Coming to food, serving hungry drinkers with unusual combinations and interesting presentations such as serving tiki drinks in cereal bowls with built-in straws is nothing sort of out-of-the-ordinary. 

However, Trick Dog does not play by the same rule when it comes to what foods or dishes make it to the cut. For their Airline themed menu, the food was anything but airline quality – Thrice-cooked French fries, beef tartare, and Trick Dog McNuggets.


Menu Designs That Never Fail to Impress


The folks at Trick Dog believe that choosing your tipple for the evening should be fun. “We like menus to look like just about anything other than a cocktail menu,” says Harris. Some of their incredible menu designs were inspired by a Pantone swatch book, vintage record album with each drink printed on its own 45 album records, Dr Seuss-inspired rhyming children’s book and even a dog calendar!

Also, worth a mention is their The Joy of Cooking menu in which they featured cocktails highlighting SF's food scene. They had to task topnotch chefs like Dominique Crenn, Ravi Kapur and Traci des Jardins with creating libations that best showcased the sensibility of their food and restaurant.

Following in the footsteps of their San Franciscan mates, The Bombay Canteen had launched a brand-new cocktail menu, inspired by Mumbai’s iconic Marine Drive.
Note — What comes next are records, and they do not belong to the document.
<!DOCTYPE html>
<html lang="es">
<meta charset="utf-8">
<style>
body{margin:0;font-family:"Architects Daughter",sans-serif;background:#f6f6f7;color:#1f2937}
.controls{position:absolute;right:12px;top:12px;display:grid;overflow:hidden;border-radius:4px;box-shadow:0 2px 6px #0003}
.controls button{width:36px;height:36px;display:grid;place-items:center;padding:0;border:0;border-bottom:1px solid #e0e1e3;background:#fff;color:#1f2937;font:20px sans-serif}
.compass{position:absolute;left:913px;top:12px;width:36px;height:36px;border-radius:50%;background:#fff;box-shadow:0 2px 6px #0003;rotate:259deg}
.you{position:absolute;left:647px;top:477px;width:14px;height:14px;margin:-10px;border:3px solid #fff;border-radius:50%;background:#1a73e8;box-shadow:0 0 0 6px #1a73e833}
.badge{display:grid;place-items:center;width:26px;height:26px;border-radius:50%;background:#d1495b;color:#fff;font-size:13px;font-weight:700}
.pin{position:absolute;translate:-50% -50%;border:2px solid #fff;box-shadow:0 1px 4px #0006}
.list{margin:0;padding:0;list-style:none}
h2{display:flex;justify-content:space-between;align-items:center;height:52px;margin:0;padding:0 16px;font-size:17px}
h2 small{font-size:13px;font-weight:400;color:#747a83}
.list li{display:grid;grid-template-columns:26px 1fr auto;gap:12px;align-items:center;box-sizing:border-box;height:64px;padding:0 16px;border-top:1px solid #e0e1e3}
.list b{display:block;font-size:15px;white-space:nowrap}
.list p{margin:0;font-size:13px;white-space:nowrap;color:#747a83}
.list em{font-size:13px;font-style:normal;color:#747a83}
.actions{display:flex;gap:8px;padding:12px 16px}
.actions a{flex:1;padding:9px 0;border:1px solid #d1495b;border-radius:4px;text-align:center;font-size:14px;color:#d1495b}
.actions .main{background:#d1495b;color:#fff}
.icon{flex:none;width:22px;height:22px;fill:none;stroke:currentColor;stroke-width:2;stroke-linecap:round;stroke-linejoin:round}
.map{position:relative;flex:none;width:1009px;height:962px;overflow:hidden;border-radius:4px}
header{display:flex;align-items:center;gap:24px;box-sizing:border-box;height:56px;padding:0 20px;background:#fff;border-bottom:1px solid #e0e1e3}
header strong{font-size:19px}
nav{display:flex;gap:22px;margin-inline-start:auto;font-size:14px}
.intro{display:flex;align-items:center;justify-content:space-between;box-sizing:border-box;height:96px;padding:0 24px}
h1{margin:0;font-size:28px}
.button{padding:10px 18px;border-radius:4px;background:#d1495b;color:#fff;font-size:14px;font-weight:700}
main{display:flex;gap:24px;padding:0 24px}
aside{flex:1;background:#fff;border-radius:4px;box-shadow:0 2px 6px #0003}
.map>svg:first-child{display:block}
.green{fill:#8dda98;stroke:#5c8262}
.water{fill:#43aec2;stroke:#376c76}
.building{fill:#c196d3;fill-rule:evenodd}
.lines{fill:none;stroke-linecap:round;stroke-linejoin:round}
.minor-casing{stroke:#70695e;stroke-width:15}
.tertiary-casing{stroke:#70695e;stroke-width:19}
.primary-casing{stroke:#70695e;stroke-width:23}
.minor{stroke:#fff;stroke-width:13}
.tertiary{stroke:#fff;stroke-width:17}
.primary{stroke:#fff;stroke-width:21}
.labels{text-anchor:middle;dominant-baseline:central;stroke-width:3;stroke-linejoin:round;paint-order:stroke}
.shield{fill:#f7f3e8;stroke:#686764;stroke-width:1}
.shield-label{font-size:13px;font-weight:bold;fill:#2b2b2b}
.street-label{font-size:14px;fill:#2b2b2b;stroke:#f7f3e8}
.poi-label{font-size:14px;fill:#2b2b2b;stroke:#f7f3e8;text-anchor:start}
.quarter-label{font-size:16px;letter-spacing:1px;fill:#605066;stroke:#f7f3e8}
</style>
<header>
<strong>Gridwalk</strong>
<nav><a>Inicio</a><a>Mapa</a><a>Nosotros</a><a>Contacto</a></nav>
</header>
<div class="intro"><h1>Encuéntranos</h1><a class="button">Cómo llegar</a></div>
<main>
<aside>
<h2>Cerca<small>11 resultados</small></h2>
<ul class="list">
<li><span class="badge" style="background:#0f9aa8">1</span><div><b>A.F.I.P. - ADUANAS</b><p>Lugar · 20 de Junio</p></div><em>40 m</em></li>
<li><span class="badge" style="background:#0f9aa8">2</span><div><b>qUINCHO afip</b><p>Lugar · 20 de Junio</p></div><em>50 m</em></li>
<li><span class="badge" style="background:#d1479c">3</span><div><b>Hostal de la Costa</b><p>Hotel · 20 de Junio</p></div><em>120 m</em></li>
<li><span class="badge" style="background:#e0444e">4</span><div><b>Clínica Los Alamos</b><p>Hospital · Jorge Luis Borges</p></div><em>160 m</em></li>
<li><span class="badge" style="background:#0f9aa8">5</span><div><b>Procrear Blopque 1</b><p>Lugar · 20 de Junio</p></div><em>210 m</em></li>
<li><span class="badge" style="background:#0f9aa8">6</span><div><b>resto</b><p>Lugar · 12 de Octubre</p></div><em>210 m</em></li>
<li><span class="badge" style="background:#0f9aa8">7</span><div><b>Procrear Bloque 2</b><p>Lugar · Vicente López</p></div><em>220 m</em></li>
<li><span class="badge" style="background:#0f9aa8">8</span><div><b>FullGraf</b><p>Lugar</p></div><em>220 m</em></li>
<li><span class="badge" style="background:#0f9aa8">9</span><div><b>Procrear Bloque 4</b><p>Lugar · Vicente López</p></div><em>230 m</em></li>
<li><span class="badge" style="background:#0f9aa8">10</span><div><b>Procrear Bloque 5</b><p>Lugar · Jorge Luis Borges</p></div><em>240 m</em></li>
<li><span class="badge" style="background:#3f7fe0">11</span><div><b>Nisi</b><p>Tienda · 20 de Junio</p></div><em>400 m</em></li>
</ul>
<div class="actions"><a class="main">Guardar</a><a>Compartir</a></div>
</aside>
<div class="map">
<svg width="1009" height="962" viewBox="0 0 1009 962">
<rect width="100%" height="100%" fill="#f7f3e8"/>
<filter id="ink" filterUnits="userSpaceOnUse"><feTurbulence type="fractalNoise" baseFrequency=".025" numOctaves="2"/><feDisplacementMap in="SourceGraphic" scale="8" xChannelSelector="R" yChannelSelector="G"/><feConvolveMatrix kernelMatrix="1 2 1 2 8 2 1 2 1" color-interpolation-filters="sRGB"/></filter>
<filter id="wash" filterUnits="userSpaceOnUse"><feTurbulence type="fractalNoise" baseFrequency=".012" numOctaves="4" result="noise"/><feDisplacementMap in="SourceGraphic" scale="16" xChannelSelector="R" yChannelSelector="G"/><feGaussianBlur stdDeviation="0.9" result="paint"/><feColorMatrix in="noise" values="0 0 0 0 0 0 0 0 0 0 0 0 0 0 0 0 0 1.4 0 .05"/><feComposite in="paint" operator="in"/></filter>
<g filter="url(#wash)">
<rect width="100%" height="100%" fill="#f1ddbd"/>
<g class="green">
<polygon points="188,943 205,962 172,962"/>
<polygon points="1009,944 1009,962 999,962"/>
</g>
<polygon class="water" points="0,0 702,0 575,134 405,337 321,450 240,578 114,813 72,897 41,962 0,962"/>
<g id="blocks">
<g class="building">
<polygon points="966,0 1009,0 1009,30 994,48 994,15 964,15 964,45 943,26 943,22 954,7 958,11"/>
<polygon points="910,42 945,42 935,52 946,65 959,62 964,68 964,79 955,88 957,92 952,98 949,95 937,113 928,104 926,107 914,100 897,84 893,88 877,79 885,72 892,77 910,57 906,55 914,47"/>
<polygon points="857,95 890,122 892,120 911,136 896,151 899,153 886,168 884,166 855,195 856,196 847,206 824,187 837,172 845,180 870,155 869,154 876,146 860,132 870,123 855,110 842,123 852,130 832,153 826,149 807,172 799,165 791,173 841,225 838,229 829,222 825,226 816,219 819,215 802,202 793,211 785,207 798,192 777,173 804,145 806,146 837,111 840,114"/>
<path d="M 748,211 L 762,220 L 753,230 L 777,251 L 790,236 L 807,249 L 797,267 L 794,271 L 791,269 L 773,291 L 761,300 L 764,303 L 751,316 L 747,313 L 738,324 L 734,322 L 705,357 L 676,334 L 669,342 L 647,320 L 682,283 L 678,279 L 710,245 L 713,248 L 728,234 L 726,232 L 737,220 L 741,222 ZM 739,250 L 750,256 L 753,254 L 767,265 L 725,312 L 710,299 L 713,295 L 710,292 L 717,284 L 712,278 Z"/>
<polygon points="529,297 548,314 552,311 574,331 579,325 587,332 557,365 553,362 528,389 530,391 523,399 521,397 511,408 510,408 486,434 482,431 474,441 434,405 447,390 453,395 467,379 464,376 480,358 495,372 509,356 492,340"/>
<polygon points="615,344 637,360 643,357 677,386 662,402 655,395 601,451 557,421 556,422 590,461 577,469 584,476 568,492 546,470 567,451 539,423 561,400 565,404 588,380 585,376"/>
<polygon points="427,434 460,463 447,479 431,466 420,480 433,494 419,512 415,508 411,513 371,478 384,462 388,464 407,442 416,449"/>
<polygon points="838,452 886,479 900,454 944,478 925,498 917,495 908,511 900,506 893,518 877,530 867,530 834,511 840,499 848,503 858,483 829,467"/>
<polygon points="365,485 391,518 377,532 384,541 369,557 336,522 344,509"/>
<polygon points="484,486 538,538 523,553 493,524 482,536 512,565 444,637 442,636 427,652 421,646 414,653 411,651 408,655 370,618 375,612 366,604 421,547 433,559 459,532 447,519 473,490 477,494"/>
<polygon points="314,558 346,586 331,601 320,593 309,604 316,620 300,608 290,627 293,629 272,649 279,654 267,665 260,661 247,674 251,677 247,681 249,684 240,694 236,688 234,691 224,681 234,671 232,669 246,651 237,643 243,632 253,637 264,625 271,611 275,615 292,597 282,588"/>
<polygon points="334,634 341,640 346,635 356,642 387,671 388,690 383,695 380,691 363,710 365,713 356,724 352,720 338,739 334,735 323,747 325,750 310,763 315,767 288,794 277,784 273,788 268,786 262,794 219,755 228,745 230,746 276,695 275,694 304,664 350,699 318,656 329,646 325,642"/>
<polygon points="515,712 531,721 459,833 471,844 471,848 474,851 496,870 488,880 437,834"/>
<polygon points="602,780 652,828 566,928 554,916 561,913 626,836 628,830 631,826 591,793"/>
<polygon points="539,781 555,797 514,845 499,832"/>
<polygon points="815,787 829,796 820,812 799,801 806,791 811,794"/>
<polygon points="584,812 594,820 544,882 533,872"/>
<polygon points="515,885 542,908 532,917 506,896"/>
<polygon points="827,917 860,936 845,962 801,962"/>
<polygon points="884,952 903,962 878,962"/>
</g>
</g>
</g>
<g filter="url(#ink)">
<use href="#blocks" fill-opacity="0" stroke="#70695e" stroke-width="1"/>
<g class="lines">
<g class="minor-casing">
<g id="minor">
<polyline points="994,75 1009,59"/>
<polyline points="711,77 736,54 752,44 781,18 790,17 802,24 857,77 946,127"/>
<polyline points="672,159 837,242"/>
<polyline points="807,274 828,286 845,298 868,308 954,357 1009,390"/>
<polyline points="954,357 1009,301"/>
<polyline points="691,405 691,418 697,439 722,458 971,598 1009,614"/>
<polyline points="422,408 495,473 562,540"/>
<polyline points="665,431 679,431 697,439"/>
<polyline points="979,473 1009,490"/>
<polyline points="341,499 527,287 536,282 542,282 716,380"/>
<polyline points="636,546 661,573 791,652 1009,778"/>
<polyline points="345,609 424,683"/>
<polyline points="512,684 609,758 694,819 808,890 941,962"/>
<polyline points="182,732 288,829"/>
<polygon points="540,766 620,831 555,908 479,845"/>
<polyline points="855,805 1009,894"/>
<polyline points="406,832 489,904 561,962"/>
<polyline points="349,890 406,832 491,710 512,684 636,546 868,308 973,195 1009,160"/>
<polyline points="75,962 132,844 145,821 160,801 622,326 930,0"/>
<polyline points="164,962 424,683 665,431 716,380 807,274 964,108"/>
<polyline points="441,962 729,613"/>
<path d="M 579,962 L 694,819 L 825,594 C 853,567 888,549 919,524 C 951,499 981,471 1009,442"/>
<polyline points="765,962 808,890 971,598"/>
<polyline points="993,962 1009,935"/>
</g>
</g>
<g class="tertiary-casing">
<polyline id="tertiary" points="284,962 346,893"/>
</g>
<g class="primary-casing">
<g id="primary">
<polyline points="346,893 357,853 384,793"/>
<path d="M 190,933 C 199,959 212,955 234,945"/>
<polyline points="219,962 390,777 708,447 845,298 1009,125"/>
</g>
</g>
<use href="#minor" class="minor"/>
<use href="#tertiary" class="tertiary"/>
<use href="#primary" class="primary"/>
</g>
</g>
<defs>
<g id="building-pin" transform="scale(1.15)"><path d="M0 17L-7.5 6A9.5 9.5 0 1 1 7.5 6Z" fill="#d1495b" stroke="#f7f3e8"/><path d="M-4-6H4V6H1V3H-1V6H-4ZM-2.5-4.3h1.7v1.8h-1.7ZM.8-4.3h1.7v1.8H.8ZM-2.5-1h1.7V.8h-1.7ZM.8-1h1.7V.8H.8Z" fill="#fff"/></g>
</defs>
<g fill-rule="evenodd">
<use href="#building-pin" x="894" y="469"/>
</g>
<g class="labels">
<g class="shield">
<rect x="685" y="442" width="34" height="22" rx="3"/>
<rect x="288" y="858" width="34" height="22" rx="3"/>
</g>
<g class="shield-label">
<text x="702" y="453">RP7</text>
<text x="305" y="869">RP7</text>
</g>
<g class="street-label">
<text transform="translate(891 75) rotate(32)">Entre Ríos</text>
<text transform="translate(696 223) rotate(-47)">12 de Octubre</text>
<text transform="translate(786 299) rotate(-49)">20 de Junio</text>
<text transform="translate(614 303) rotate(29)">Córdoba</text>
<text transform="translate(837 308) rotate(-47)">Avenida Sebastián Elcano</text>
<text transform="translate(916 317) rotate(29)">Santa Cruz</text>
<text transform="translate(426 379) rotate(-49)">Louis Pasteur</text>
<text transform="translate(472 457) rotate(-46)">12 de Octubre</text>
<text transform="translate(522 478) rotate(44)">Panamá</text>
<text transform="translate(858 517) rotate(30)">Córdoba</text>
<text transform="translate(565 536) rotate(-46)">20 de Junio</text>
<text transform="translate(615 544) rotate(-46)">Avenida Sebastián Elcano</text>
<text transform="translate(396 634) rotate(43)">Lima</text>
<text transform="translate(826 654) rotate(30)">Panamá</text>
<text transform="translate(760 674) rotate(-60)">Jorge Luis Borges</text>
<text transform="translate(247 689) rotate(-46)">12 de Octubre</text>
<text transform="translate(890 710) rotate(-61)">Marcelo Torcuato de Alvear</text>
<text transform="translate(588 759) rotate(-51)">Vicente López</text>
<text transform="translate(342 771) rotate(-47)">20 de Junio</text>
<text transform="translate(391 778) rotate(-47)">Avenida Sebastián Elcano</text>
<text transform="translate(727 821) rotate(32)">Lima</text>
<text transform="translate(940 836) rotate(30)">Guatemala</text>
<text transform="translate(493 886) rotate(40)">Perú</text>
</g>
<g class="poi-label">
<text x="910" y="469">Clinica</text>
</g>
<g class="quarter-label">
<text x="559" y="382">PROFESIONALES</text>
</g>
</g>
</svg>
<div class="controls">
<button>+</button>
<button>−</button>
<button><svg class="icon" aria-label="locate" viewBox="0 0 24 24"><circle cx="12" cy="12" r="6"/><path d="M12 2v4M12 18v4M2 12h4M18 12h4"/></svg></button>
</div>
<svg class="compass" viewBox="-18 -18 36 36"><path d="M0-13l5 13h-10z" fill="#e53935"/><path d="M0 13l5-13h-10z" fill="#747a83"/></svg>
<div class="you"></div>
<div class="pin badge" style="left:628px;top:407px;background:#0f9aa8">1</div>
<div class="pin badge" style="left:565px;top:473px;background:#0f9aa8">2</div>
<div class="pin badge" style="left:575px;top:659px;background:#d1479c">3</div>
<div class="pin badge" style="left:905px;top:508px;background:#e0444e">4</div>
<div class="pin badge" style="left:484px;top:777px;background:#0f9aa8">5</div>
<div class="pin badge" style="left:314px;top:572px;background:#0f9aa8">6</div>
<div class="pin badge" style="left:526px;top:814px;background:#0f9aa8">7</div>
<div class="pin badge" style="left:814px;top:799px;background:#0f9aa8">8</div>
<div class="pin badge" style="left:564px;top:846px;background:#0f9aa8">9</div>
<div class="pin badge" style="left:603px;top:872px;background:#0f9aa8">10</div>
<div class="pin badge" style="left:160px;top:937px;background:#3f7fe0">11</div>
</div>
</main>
Titled ‘People of the Promenade’, the menu was a line-up of seven cocktails, each representing the type that frequent Marine Drive.


Create an ambience


Success of a bar doesn’t just depend on excellent cocktails, but the right vibe. Trick Dog’s claim to fame is that it is not a “cocktail theatre” but rather an unpretentious hotspot with a convivial atmosphere.

According to the trio, Trick Dog is a bar that gets crowded post 7 pm, where one has to speak up and where late at night the crowd gets a little rowdy. But the cocktails in your glasses will never suffer.


Don’t be afraid to take a stand

With awards and accolades such as Spirited Awards’ Best Cocktail Menu and a place in the World’s 50 Best Bars list, Trick Dog is unafraid to use its voice for a purpose.

The bar’s distinctive personality was described with their 2016 election-theme menu, Trick Dog for President. Printed on campaign pins, the drinks were given quirky names such as ‘I Like Ike’, ‘Didn’t Inhale’ and ‘Acid & Amnesty’, and were loud and nostalgic, yet not pointed.

One of the menu’s drink ‘Last-Picked Demagogue’ (mezcal, aguardiente, ginger liqueur, coconut, grilled peach) even showed an illustration of a rooster whose head bore likeness to the American president. And not to forget its accompanying verse: “A nut! A prat! A tool! A troll! A total tomato!”

Trick Dog also took a stand against the World’s 50 Best Bars list’s decision to honour the German bartender Charles Shumann over his repeated and public remarks disparaging women in bars.


Be it playing with out-of-the-box ingredients or not wanting to play by the rules — Trick Dog has set new rules for cocktail bars in San Francisco and has been setting a few more for bars beyond their city.